Achats/juridique: cap sur la collaboration
De nombreux sujets que les acheteurs traitent quotidiennement ont trait au juridique. Pourtant, la relation entre les directions achats et juridique n'est pas au beau fixe. Il est donc essentiel de revoir l'organisation, les process et les outils afin qu'une réelle collaboration se mette en place.
Je m'abonne Parmi les décideurs achats, 70% considèrent que leur relation avec la direction juridique n'est pas optimale (étude Wavestone/+Avocats de 2016). "Il existe plusieurs raisons à ces problèmes relationnels, commente Franck Levy, directeur finance et performance chez Wavestone. Tout d'abord, la disponibilité des juristes qui ne sont pas en nombre suffisant pour pouvoir répondre aux demandes. Il y a également un problème de timing: la collaboration arrive trop tard, à un moment où apparaissent des tensions. Enfin, les priorités divergent."
En effet, 60% des décideurs achats interrogés invoquent la disponibilité des juristes, 56% la collaboration trop tardive au sein du processus et 49% des priorités divergentes. "La direction des achats peut trouver la direction juridique trop tatillonne et penser qu'elle lui fait perdre son temps. Elle peut penser maîtriser les contrats car elle en signe depuis longtemps et connaît la réalité du terrain. La direction juridique peut quant à elle se sentir mal à l'aise de valider une opération dont elle ne connaît pas tous les tenants et les aboutissants", complète Didier Dalin, président d'In Extenso Avocats.
Il est pourtant essentiel que les directions achats et juridique collaborent au quotidien, notamment autour des contrats. "La collaboration entre la direction achats et la direction juridique devient importante, même dans les petites PME, car toutes les sociétés externalisent désormais de nombreuses prestations", insiste Didier Dalin. Mais comment favoriser cette collaboration? Au programme: organisation, processus, règles mais aussi formation et dialogue.

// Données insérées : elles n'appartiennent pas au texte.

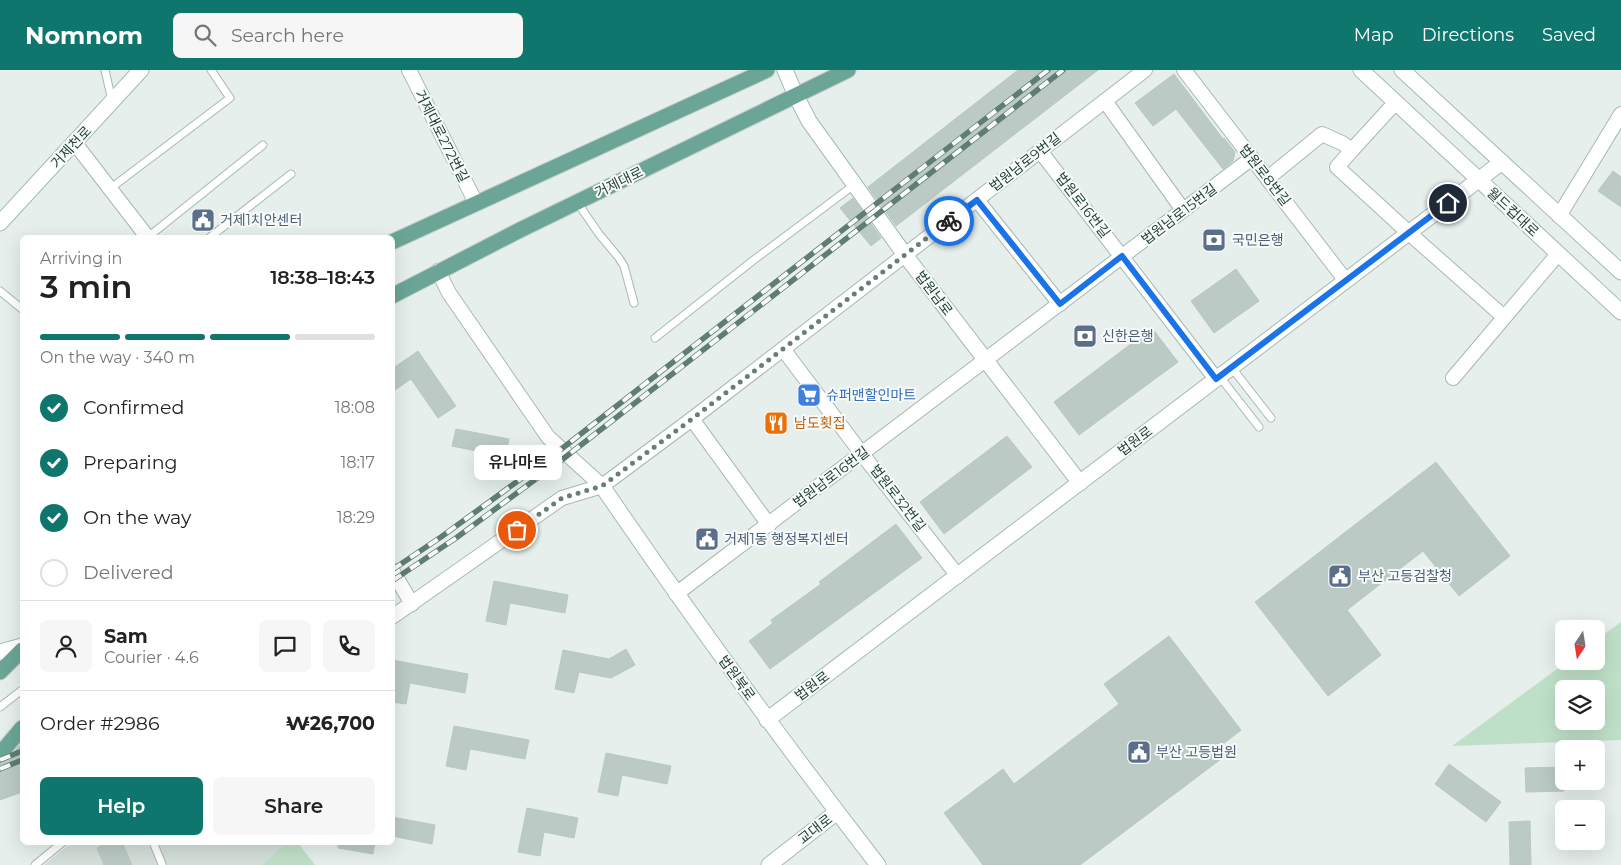 <!DOCTYPE html>
<meta charset="utf-8">
<style>
body{margin:0;font-family:Montserrat,"Noto Sans KR",sans-serif;background:#f6f6f6;color:#222;height:100vh;display:flex;flex-direction:column;font-size:19px;white-space:nowrap}
*{box-sizing:border-box;margin:0}
p{font-size:16px;color:#767676}
.icon{flex:none;width:28px;height:28px;fill:none;stroke:currentColor;stroke-width:2;stroke-linecap:round;stroke-linejoin:round}
.map{position:relative;flex:1;overflow:hidden}
.drawer{position:absolute;left:20px;top:165px;width:375px;height:610px;display:flex;flex-direction:column;background:#fff;border-radius:8px;box-shadow:0 5px 20px #0002}
.drawer>*{flex:none}
.needle{width:32px;rotate:192deg}
.controls{position:absolute;left:1555px;top:550px;display:grid;gap:10px}
.controls a{display:grid;place-items:center;width:50px;height:50px;border-radius:8px;background:#fff;box-shadow:0 5px 20px #0002;font-size:25px}
.pin{position:absolute;display:grid;place-items:center;width:42px;height:42px;color:#fff;margin:-21px;border:2px solid #fff;border-radius:50%;box-shadow:0 1px 5px #0007}
.courier{position:absolute;display:grid;place-items:center;width:50px;height:50px;margin:-25px;border:4px solid #1a73e8;border-radius:50%;background:#fff;color:#222;box-shadow:0 1px 6px #0007}
.bubble{position:absolute;height:35px;border-radius:8px;background:#fff;box-shadow:0 5px 20px #0002;font-size:16px;font-weight:600;line-height:35px;text-align:center}
.headline em{font-style:normal;font-weight:600}
.headline div{display:flex;flex-direction:column-reverse}
.headline{display:flex;align-items:center;justify-content:space-between;height:85px;padding:0 20px}
h1{font-size:32px;font-weight:600;line-height:38px}
.bar{display:grid;grid-template-columns:repeat(4,1fr);gap:8px 5px;align-content:center;height:60px;padding:0 20px}
.bar i{height:6px;border-radius:4px;background:#e0e0e0}
.bar .on{background:#0f766e}
.bar p{grid-column:span 4}
.line{display:flex;align-items:center;gap:12px;padding:0 20px;border-top:1px solid #e0e0e0}
.line div{flex:1}
.round{display:grid;place-items:center;flex:none;width:52px;height:52px;border-radius:8px;background:#f6f6f6}
ol{padding:0 20px;list-style:none}
li{display:flex;align-items:center;gap:15px;height:55px}
li p{margin-inline-start:auto}
li .icon{padding:5px;border-radius:50%;background:#0f766e;color:#fff;stroke-width:4}
li:last-child{color:#767676}
li i{width:28px;height:28px;border:2px solid #e0e0e0;border-radius:50%}
.action{display:flex;gap:10px;margin-top:auto;padding:10px 20px}
.action a{flex:1;height:58px;border-radius:8px;background:#0f766e;color:#fff;font-size:20px;font-weight:600;line-height:58px;text-align:center}
.action a+a{background:#f6f6f6;color:#222}
header{display:flex;align-items:center;gap:30px;box-sizing:border-box;height:70px;padding:0 25px;background:#0f766e;color:#fff}
header strong{font-size:24px}
nav{display:flex;gap:28px;margin-inline-start:auto;font-size:18px}
.search{width:350px;height:45px;background:#f6f6f6;display:flex;align-items:center;gap:12px;box-sizing:border-box;padding:0 18px;border-radius:8px;color:#767676;font-size:19px}
.map>svg:first-child{display:block}
.built{fill:#d4dfda}
.green{fill:#bfe0c8;fill-rule:evenodd}
.building{fill:#bbcac4;stroke:#b8c9c2}
.lines{fill:none;stroke-linecap:round;stroke-linejoin:round}
.lane-casing{stroke:#a8b8b2;stroke-width:9}
.street-casing{stroke:#a8b8b2;stroke-width:16}
.secondary-casing{stroke:#a4bbb3;stroke-width:17}
.primary-casing{stroke:#c2cac8;stroke-width:17}
.lane{stroke:#fff;stroke-width:7}
.street{stroke:#fff;stroke-width:14}
.secondary{stroke:#fff;stroke-width:15}
.primary{stroke:#6aa596;stroke-width:15}
.rail-casing{stroke:#5f7d75;stroke-width:5.5}
.rail{stroke:#f7fbf9;stroke-width:4;stroke-dasharray:11;stroke-linecap:butt}
.done{stroke:#687f78;stroke-width:5;stroke-dasharray:0 9}
.route{stroke:#1a73e8;stroke-width:6}
.labels{text-anchor:middle;dominant-baseline:central;stroke-width:4;stroke-linejoin:round;paint-order:stroke}
.street-label{font-size:14px;fill:#24423a;stroke:#f7fbf9}
.service-label{font-size:14px;fill:#4e5e75;stroke:#f7fbf9;text-anchor:start}
.shop-label{font-size:14px;fill:#366cbe;stroke:#f7fbf9;text-anchor:start}
.food-label{font-size:14px;fill:#c56008;stroke:#f7fbf9;text-anchor:start}
</style>
<header>
<strong>Nomnom</strong>
<div class="search"><svg class="icon" aria-label="search" viewBox="0 0 24 24"><circle cx="10" cy="10" r="6"/><path d="M15 15l6 6"/></svg>Search here</div>
<nav><a>Map</a><a>Directions</a><a>Saved</a></nav>
</header>
<div class="map">
<svg width="1621" height="795" viewBox="0 0 1621 795">
<rect width="100%" height="100%" fill="#e6efeb"/>
<path class="built" d="M71,773H287L262,795H44Z"/>
<g class="green">
<path d="M1621,552V670L1452,676L1568,591H1596V570ZM1564,619H1596V651H1564Z"/>
<path d="M287,772L298,773L315,795H262Z"/>
</g>
<g class="building">
<path d="M1018,0H1098L896,156L868,117Z"/>
<path d="M1174,4L1223,69L1224,68L1235,82L1233,91L1223,99L1176,39L1153,56L1135,33Z"/>
<path d="M1613,101L1621,107V137L1598,121Z"/>
<path d="M853,128L881,168L871,176L840,138Z"/>
<path d="M1236,199L1259,231L1214,263L1191,231Z"/>
<path d="M1152,258L1178,292L1079,365L1054,332Z"/>
<path d="M418,281L456,336L438,348L411,309L392,322V299Z"/>
<path d="M456,359L509,369L501,409L477,404L481,382L452,376Z"/>
<path d="M1007,366L1032,397L944,464L920,432Z"/>
<path d="M1436,392L1510,486L1459,526L1423,481L1347,540L1381,585L1328,626L1255,532Z"/>
<path d="M896,454L922,488L770,599L749,571L773,553L771,550L821,514L819,512Z"/>
<path d="M494,511L568,525L565,543L510,533L506,555L486,551Z"/>
<path d="M1169,566L1241,660L1218,678L1225,686L1080,795H983L944,743L1003,699L1014,714L1119,634L1104,614Z"/>
<path d="M626,579L635,595L611,608L579,602L574,623L555,619L563,580L609,589Z"/>
<path d="M392,590L468,604L465,623L410,613L406,634L392,632Z"/>
<path d="M454,656L529,670L525,689L470,679L466,700L446,696Z"/>
<path d="M21,674L22,677V722L0,730V693L7,690Z"/>
<path d="M606,683L671,696L667,714L622,705L618,726L598,722Z"/>
<path d="M1449,694L1501,732L1486,752L1435,714Z"/>
<path d="M1564,697V721L1526,722L1525,698Z"/>
<path d="M527,738L578,748L574,768L544,762L540,786L518,782Z"/>
<path d="M392,747L435,755L432,774L392,766Z"/>
<path d="M1530,751L1531,795H1510L1509,752Z"/>
<path d="M109,772H122L132,795H104L97,778Z"/>
<path d="M338,772H375L373,784L338,778Z"/>
</g>
<g class="lines">
<g class="lane-casing">
<g id="lane">
<path d="M105,0L112,31"/>
<path d="M111,118L230,28L211,0"/>
<path d="M577,132L599,164L619,188L624,196L634,233"/>
<path d="M148,167L263,75"/>
<path d="M209,168L291,104"/>
<path d="M0,221L22,239"/>
<path d="M655,268L755,189L854,115"/>
<path d="M1232,298L1271,348"/>
<path d="M1220,307L1259,357"/>
<path d="M0,637L22,620"/>
<path d="M153,772L162,794"/>
<path d="M35,795L63,772"/>
</g>
</g>
<g class="street-casing">
<g id="street">
<path d="M409,0L476,133"/>
<path d="M1184,0L1346,211"/>
<path d="M1105,31L1183,140"/>
<path d="M74,72L148,168"/>
<path d="M1352,80L1337,97L1409,163L1504,247"/>
<path d="M1040,81L1216,309"/>
<path d="M1268,108L1322,64L1342,73L1352,80L1395,33"/>
<path d="M977,130L1060,234"/>
<path d="M1559,146L1621,44"/>
<path d="M438,201L449,223L548,367L602,416"/>
<path d="M783,279L862,384L958,506"/>
<path d="M1453,308L1558,184"/>
<path d="M692,349L769,455"/>
<path d="M392,500L412,534"/>
<path d="M676,524L1252,88"/>
<path d="M392,547L562,428L602,416L692,349L1145,0"/>
</g>
</g>
<g class="secondary-casing">
<g id="secondary">
<path d="M785,0L796,26L809,51L905,185L1080,413"/>
<path d="M1361,0L1621,242"/>
<path d="M1402,0L1621,202"/>
<path d="M0,153L141,0"/>
<path d="M602,416C690,545 782,671 878,795"/>
<path d="M0,582L22,576"/>
<path d="M767,650L1502,92"/>
<path d="M769,795L837,742"/>
</g>
</g>
<g class="primary-casing">
<g id="primary">
<path d="M392,172L767,0"/>
<path d="M392,226L520,160L848,0"/>
<path d="M0,602L22,580"/>
<path d="M0,684L22,658"/>
</g>
</g>
<use href="#lane" class="lane"/>
<use href="#street" class="street"/>
<use href="#secondary" class="secondary"/>
<use href="#primary" class="primary"/>
<g class="rail-casing">
<g id="rail">
<path d="M392,500L441,467L555,384L1048,0"/>
<path d="M392,511L456,468L563,389L1063,0"/>
<path d="M0,690L22,681"/>
<path d="M0,699L22,690"/>
</g>
</g>
<use href="#rail" class="rail"/>
</g>
<g class="lines">
<path class="done" d="M517,460L562,428L602,416L692,349L949,151"/>
<path class="route" d="M949,151L977,130L1060,234L1122,186L1216,309L1448,133"/>
</g>
<defs>
<g id="civic-square" transform="scale(1.25)"><rect x="-9" y="-9" width="18" height="18" rx="4" fill="#5c6f8a" stroke="#f7fbf9"/><path d="M-.6-6.5H3V-4.5H.6V-3L4-1V1h2V6H-6V1h2V-1L-.6-3ZM-1.2 2.5V6h2.4V2.5Z" fill="#fff"/></g>
<g id="bank-square" transform="scale(1.25)"><rect x="-9" y="-9" width="18" height="18" rx="4" fill="#5c6f8a" stroke="#f7fbf9"/><path d="M-6-4H6V4H-6ZM0-2.3a2.3 2.3 0 1 0 0 4.6a2.3 2.3 0 1 0 0-4.6Z" fill="#fff"/></g>
<g id="supermarket-square" transform="scale(1.25)"><rect x="-9" y="-9" width="18" height="18" rx="4" fill="#3f7fe0" stroke="#f7fbf9"/><path d="M-6-5.5h2.5l.6 2H6L4.5 2H-2.5L-4.4-4H-6ZM-1.5 3.2a1.3 1.3 0 1 0 .1 0ZM3 3.2a1.3 1.3 0 1 0 .1 0Z" fill="#fff"/></g>
<g id="restaurant-square" transform="scale(1.25)"><rect x="-9" y="-9" width="18" height="18" rx="4" fill="#e8710a" stroke="#f7fbf9"/><path d="M-5-6h1v4h1v-4h1v4h1v-4h1v5L-1.5 .5V6h-2V.5L-5-1ZM5-6V6H3V1.5H1.5Q1.5-4 5-6Z" fill="#fff"/></g>
</defs>
<g fill-rule="evenodd">
<use href="#civic-square" x="203" y="150"/>
<use href="#bank-square" x="1214" y="170"/>
<use href="#bank-square" x="1085" y="266"/>
<use href="#supermarket-square" x="809" y="325"/>
<use href="#restaurant-square" x="776" y="353"/>
<use href="#civic-square" x="707" y="469"/>
<use href="#civic-square" x="1340" y="506"/>
<use href="#civic-square" x="1139" y="682"/>
</g>
<g class="labels">
<g class="street-label">
<text transform="translate(442 66) rotate(63)">거제대로272번길</text>
<text transform="translate(71 77) rotate(-47)">거제천로</text>
<text transform="translate(1025 92) rotate(-38)">법원남로9번길</text>
<text transform="translate(1265 105) rotate(52)">법원로8번길</text>
<text transform="translate(619 112) rotate(-26)">거제대로</text>
<text transform="translate(1083 135) rotate(52)">법원로16번길</text>
<text transform="translate(1513 142) rotate(43)">월드컵대로</text>
<text transform="translate(1179 144) rotate(-37)">법원남로15번길</text>
<text transform="translate(934 223) rotate(53)">법원남로</text>
<text transform="translate(1135 371) rotate(-37)">법원로</text>
<text transform="translate(831 407) rotate(-37)">법원남로16번길</text>
<text transform="translate(898 428) rotate(52)">법원로32번길</text>
<text transform="translate(737 608) rotate(54)">법원북로</text>
<text transform="translate(812 616) rotate(-37)">법원로</text>
<text transform="translate(815 759) rotate(-38)">교대로</text>
</g>
<g class="service-label">
<text x="220" y="150">거제1치안센터</text>
<text x="1232" y="170">국민은행</text>
<text x="1102" y="266">신한은행</text>
<text x="724" y="469">거제1동 행정복지센터</text>
<text x="1358" y="506">부산 고등검찰청</text>
<text x="1156" y="682">부산 고등법원</text>
</g>
<g class="shop-label">
<text x="826" y="325">슈퍼맨할인마트</text>
</g>
<g class="food-label">
<text x="794" y="353">남도횟집</text>
</g>
</g>
</svg>
<div class="controls">
<a><svg class="needle" viewBox="-14 -14 28 28"><path d="M0-13l5 13h-10z" fill="#e53935"/><path d="M0 13l5-13h-10z" fill="#767676"/></svg></a>
<a><svg class="icon" aria-label="layers" viewBox="0 0 24 24"><path d="M12 4l9 5-9 5-9-5zM3 14l9 5 9-5"/></svg></a>
<a>+</a>
<a>−</a>
</div>
<div class="pin" style="left:517px;top:460px;background:#ea580c"><svg class="icon" aria-label="bag" viewBox="0 0 24 24"><path d="M5 8h14l-1 12H6zM9 8a3 3 0 0 1 6 0"/></svg></div>
<div class="pin" style="left:1448px;top:133px;background:#1f2937"><svg class="icon" aria-label="home" viewBox="0 0 24 24"><path d="M3 11l9-7 9 7M6 9v11h12V9"/></svg></div>
<div class="courier" style="left:949px;top:151px"><svg class="icon" aria-label="bike" viewBox="0 0 24 24"><circle cx="6" cy="16" r="4"/><circle cx="18" cy="16" r="4"/><path d="M6 16l4-8h5l3 8M10 8l3 8H6M13 5h3"/></svg></div>
<div class="bubble" style="left:474px;top:375px;width:88px">유나마트</div>
<section class="drawer">
<div class="headline"><div><h1>3 min</h1><p>Arriving in</p></div><em>18:38–18:43</em></div>
<div class="bar"><i class="on"></i><i class="on"></i><i class="on"></i><i></i><p>On the way · 340 m</p></div>
<ol>
<li><svg class="icon" aria-label="check" viewBox="0 0 24 24"><path d="M5 12l5 5 9-10"/></svg>Confirmed<p>18:08</p></li>
<li><svg class="icon" aria-label="check" viewBox="0 0 24 24"><path d="M5 12l5 5 9-10"/></svg>Preparing<p>18:17</p></li>
<li><svg class="icon" aria-label="check" viewBox="0 0 24 24"><path d="M5 12l5 5 9-10"/></svg>On the way<p>18:29</p></li>
<li><i></i>Delivered</li>
</ol>
<div class="line" style="height:90px"><a class="round"><svg class="icon" aria-label="person" viewBox="0 0 24 24"><circle cx="12" cy="8" r="4"/><path d="M4 21q1-7 8-7t8 7"/></svg></a><div><b>Sam</b><p>Courier · 4.6</p></div><a class="round"><svg class="icon" aria-label="chat" viewBox="0 0 24 24"><path d="M4 5h16v11H9l-5 4z"/></svg></a><a class="round"><svg class="icon" aria-label="phone" viewBox="0 0 24 24"><path d="M5 4h4l2 5-3 2q2 4 5 5l2-3 5 2v4C11 20 4 13 5 4z"/></svg></a></div>
<div class="line" style="height:65px"><div>Order #2986</div><b>₩26,700</b></div>
<div class="action"><a>Help</a><a>Share</a></div>
</section>
</div>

Contrats, concurrence et conformité
Premier sujet de collaboration des directions achats et juridique: les contrats. Un sujet de plus en plus important au regard de l'évolution de la législation dans ce domaine. "Rupture des pourparlers, rupture des relations commerciales établies, notion de prêt de main-d'oeuvre... Ces évolutions législatives font de plus en plus porter de responsabilités au client et renforcent donc le rôle du juriste auprès de la direction achats", estime Didier Dalin. En effet, pour être sûr de ne pas commettre d'impairs, les achats doivent verrouiller juridiquement toutes leurs relations commerciales. Franck Levy, de Wavestone, pointe également la montée en puissance des achats d'innovation qui nécessitent à la fois de travailler de manière plus rapide mais aussi d'intégrer de nouveaux fournisseurs. Cela sans pour autant détériorer l'acte d'achat. "Car des enjeux financiers y sont associés", souligne-t-il. Il cite l'étude réalisée avec +Avocats qui révèle également que plus de 70% des directions achats ne mesurent pas les risques associés à leurs contrats. "Or, les personnes qui mesurent ce risque estiment pourtant que l'enjeu peut dépasser plusieurs dizaines de millions d'euros", poursuit-il. Les achats auraient donc tort de se priver de l'apport du juridique au niveau des contrats, tant les risques encourus, pénaux mais également financiers, sont importants.
Martine Wallimann, directrice de la division juridique et conformité au sein de Synapscore, société qui propose une plateforme de management collaboratif, des contenus numériques et des services associés pour favoriser l'intelligence collective au sein des entreprises, avance d'autres sujets sur lesquels la collaboration entre achats et juridique est essentielle: les pratiques anticoncurrentielles et la dépendance économique. "Les notions de concurrence et d'abus de position dominante sont souvent négligées par les acheteurs, ce qui est catastrophique", pense-t-elle. Le service juridique est, là encore, essentiel pour inviter les acheteurs à être vigilants sur ces points, à les amener à vérifier qu'ils ne se retrouvent pas dans des situations gênantes sans le savoir. "On peut facilement se retrouver dans une situation d'entente, par exemple. En étant fournisseur d'une branche d'un grand groupe et en même temps client", avance Martine Wallimann. La collaboration entre les directions achats et juridique permet d'identifier les risques de ce type et de les gérer.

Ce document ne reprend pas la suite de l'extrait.